→ **TASK OBJECTIVE**:
Pull every line holding the string "rule" from the records below.

[Dataset entries]
---

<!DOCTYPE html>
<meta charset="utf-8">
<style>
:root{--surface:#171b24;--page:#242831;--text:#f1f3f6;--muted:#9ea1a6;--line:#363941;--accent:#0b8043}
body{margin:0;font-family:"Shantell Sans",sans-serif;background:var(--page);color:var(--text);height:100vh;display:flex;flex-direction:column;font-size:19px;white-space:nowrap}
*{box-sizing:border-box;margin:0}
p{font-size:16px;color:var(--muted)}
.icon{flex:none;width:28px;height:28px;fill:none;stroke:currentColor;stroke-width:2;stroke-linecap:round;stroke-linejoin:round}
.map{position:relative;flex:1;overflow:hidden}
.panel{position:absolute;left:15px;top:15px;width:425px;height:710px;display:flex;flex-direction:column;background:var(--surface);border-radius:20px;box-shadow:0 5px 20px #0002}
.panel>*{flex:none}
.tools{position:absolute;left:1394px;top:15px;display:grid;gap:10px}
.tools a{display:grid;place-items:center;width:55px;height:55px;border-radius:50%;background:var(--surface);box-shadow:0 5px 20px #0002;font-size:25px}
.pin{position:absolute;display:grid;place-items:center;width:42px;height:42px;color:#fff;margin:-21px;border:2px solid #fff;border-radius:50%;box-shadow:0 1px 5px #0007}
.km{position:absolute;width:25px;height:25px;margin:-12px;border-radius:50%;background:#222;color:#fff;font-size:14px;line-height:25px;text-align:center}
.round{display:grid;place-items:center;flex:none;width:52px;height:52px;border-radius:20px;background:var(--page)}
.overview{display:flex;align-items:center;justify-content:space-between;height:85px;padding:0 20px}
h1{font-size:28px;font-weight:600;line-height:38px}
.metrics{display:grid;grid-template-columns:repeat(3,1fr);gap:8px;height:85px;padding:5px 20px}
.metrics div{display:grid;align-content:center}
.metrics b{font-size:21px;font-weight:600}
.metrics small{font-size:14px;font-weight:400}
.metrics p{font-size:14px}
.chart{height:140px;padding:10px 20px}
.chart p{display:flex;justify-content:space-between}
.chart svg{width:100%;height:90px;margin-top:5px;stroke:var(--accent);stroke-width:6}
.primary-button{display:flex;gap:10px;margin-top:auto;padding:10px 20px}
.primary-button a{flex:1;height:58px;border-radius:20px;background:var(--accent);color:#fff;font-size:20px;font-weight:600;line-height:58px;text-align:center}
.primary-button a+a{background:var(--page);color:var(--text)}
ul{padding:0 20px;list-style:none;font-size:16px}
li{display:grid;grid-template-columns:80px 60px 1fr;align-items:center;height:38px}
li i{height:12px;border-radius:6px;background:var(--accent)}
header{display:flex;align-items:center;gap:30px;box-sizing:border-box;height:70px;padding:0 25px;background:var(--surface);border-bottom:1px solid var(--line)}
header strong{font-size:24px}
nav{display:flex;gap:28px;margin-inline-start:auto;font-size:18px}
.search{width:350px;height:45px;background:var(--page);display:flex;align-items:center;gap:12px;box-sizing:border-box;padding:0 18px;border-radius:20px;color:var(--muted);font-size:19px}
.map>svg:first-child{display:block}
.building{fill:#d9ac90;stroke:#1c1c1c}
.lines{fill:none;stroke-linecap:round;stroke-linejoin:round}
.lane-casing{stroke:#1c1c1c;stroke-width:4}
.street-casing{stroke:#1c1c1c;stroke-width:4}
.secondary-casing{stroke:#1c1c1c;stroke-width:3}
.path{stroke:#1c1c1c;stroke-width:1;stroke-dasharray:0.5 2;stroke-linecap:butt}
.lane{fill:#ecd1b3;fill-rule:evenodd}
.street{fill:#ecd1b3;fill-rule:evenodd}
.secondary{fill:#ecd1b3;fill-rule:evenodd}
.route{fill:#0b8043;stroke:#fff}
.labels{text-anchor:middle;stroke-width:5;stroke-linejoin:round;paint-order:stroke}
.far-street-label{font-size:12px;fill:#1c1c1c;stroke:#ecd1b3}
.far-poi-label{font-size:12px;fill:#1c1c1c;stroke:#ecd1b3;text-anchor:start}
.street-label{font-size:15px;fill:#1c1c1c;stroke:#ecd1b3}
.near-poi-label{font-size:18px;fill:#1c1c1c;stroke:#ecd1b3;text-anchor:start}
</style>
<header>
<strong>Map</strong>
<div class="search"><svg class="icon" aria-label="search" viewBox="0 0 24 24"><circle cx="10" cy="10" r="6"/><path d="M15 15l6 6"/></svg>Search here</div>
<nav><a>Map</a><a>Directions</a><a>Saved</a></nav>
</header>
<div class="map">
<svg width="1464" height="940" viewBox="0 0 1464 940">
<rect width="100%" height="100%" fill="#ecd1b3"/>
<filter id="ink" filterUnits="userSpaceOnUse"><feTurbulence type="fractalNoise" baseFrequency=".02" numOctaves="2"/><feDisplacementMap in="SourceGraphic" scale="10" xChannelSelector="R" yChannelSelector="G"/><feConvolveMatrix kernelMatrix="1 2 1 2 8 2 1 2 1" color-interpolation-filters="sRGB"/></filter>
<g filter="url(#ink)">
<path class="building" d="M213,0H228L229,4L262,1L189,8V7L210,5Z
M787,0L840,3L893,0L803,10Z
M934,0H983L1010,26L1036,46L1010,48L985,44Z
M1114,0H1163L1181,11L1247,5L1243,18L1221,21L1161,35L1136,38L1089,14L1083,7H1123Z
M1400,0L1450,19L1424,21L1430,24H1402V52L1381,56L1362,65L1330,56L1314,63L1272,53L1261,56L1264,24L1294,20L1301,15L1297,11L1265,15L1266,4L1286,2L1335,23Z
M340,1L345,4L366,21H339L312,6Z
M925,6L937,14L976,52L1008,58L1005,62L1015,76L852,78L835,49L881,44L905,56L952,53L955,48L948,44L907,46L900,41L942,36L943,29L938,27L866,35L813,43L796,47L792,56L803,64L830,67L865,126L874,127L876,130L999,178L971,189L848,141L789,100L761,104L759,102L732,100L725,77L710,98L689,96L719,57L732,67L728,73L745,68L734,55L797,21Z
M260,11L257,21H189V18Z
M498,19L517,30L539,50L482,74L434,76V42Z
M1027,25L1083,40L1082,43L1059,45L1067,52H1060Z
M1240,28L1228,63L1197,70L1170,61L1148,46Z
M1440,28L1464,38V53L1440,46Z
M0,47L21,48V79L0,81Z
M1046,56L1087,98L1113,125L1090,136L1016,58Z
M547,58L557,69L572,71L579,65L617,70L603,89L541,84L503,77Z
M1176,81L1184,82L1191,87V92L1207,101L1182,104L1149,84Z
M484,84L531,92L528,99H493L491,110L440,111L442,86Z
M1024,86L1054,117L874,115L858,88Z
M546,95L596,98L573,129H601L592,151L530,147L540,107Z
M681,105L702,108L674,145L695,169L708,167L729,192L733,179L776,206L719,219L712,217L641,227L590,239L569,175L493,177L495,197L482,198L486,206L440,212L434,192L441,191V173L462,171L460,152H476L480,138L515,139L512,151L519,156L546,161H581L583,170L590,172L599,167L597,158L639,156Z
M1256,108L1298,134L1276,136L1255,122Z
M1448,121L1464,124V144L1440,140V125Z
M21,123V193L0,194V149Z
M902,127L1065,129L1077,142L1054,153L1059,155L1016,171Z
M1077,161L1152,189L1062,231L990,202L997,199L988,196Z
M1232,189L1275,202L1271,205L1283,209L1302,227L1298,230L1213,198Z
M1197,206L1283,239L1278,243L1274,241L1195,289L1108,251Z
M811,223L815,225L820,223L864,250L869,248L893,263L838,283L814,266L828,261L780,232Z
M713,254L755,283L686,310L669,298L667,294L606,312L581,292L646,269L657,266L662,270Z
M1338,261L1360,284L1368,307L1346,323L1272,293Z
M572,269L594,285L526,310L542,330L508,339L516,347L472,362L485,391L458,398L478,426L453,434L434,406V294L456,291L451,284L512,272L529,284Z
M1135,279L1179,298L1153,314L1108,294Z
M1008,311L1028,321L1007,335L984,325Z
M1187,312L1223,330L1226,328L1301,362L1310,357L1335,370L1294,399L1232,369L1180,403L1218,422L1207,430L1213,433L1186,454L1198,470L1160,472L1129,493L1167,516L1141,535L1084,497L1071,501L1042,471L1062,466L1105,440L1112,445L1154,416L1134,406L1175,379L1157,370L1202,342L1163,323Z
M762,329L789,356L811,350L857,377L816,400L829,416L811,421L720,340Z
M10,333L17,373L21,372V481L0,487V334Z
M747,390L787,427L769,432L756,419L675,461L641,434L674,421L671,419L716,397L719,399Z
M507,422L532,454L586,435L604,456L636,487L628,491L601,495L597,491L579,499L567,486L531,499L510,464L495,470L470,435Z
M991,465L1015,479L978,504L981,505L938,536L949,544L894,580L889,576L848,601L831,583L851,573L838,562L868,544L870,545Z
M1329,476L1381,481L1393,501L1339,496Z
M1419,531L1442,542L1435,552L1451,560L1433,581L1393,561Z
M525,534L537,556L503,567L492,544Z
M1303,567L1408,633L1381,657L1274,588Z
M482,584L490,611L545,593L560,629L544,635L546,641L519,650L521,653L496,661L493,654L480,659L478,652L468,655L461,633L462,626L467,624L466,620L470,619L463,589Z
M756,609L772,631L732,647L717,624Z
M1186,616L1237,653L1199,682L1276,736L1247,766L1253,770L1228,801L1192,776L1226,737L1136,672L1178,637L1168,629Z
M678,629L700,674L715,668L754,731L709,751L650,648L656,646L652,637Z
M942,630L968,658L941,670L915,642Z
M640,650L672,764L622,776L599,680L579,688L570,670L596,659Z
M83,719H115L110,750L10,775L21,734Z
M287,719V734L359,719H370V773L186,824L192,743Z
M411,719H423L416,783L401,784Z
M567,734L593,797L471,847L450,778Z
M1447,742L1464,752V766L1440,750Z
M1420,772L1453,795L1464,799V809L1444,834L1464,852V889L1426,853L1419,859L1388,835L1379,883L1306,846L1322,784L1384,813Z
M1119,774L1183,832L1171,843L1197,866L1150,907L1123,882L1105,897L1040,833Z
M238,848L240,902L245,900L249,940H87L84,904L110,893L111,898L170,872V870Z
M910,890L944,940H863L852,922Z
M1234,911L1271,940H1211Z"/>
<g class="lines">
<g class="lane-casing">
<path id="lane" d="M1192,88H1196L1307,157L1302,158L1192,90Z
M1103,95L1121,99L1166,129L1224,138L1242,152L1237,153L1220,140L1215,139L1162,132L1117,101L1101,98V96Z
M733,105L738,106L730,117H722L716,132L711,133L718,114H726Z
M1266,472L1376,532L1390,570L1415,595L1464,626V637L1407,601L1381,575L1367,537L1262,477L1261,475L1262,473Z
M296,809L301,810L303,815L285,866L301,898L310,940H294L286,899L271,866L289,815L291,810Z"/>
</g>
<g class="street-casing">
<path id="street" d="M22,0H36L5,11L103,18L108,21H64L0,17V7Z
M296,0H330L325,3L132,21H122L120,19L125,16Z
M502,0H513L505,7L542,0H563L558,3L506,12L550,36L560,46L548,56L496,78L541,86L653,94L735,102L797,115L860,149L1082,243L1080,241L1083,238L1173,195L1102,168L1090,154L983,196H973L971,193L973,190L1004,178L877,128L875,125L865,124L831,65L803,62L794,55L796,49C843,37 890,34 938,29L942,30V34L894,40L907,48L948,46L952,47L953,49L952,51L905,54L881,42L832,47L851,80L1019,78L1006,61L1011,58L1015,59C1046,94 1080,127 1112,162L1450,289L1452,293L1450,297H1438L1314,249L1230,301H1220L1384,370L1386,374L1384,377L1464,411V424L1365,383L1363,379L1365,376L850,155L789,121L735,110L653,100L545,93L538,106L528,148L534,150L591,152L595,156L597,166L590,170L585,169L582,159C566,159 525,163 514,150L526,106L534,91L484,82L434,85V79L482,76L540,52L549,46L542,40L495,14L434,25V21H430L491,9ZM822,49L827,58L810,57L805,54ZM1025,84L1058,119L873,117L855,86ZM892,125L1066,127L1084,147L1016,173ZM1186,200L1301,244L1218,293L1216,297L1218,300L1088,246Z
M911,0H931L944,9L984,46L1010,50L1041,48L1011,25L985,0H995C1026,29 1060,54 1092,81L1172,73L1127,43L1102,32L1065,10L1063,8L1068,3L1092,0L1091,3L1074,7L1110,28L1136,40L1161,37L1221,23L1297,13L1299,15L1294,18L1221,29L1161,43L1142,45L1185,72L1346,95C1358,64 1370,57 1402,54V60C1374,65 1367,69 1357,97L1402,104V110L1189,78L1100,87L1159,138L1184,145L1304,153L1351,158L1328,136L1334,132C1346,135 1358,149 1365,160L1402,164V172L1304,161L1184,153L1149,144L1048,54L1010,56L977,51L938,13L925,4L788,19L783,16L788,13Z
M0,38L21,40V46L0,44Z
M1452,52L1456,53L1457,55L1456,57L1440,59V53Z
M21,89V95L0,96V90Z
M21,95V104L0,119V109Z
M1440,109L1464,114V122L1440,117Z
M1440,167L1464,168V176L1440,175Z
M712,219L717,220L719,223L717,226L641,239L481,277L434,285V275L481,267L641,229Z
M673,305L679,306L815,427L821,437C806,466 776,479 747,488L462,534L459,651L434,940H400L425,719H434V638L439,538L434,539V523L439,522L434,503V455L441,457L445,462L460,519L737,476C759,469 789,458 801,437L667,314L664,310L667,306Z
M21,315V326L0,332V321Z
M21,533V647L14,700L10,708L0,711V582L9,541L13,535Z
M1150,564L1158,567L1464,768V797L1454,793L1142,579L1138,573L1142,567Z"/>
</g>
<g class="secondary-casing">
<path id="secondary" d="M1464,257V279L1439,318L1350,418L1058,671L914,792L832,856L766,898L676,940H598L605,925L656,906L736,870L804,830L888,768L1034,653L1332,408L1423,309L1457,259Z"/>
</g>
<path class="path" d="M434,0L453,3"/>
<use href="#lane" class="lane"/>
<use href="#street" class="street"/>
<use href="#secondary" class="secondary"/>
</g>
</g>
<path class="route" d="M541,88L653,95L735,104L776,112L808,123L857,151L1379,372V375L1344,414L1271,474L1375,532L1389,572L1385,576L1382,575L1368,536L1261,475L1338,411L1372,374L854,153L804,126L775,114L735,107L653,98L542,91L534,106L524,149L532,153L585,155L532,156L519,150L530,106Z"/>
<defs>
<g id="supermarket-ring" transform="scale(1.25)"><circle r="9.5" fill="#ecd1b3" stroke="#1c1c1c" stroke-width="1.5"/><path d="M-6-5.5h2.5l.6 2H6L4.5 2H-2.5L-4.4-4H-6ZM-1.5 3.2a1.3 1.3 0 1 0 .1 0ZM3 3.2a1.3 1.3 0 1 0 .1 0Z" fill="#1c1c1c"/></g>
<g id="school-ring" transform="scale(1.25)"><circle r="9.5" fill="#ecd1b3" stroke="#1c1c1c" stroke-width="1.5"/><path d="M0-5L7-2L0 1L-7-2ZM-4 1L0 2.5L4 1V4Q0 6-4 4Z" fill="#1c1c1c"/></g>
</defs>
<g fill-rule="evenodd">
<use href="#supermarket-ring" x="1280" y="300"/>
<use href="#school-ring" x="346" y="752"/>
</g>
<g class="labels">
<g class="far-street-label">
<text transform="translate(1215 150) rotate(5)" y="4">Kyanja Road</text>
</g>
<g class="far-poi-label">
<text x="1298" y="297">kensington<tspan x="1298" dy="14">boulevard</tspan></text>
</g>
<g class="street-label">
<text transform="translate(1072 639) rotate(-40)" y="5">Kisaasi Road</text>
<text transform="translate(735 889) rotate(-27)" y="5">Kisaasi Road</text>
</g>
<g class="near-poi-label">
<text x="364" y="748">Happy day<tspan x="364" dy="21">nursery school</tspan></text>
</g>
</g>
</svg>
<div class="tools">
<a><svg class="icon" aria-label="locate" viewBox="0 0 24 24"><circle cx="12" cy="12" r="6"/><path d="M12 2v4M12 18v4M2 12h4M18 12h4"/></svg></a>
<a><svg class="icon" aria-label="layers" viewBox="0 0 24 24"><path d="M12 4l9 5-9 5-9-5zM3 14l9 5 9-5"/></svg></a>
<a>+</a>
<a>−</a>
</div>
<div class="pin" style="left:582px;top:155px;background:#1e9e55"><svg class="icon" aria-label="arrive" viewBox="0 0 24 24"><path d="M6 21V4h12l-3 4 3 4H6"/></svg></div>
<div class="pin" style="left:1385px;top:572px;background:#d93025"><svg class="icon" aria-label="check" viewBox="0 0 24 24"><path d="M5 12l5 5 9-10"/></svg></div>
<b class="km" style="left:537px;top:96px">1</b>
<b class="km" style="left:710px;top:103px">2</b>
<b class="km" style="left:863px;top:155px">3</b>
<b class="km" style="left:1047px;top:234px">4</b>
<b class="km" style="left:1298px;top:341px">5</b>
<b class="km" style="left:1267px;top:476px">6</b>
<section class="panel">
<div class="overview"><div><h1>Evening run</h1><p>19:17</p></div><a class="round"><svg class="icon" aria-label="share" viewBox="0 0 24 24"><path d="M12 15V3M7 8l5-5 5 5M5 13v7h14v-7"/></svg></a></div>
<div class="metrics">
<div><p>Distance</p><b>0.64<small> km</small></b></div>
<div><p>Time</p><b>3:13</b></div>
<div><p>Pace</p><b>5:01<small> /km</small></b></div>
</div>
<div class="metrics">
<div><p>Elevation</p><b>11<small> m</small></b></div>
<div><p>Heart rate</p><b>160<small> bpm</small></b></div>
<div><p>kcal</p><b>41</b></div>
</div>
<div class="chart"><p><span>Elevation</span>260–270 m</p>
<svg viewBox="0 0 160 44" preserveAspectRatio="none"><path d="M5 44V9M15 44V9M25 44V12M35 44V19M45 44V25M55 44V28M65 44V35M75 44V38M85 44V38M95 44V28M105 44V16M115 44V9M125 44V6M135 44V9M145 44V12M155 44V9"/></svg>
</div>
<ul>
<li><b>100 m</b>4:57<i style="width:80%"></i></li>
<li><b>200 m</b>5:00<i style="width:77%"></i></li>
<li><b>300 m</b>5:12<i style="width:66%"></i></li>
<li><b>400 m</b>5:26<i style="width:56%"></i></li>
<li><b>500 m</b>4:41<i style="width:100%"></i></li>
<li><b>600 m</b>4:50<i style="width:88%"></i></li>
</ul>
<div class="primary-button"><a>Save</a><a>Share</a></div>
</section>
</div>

---

→ **ANSWER SPACE**:
.lane{fill:#ecd1b3;fill-rule:evenodd}
.street{fill:#ecd1b3;fill-rule:evenodd}
.secondary{fill:#ecd1b3;fill-rule:evenodd}
<g fill-rule="evenodd">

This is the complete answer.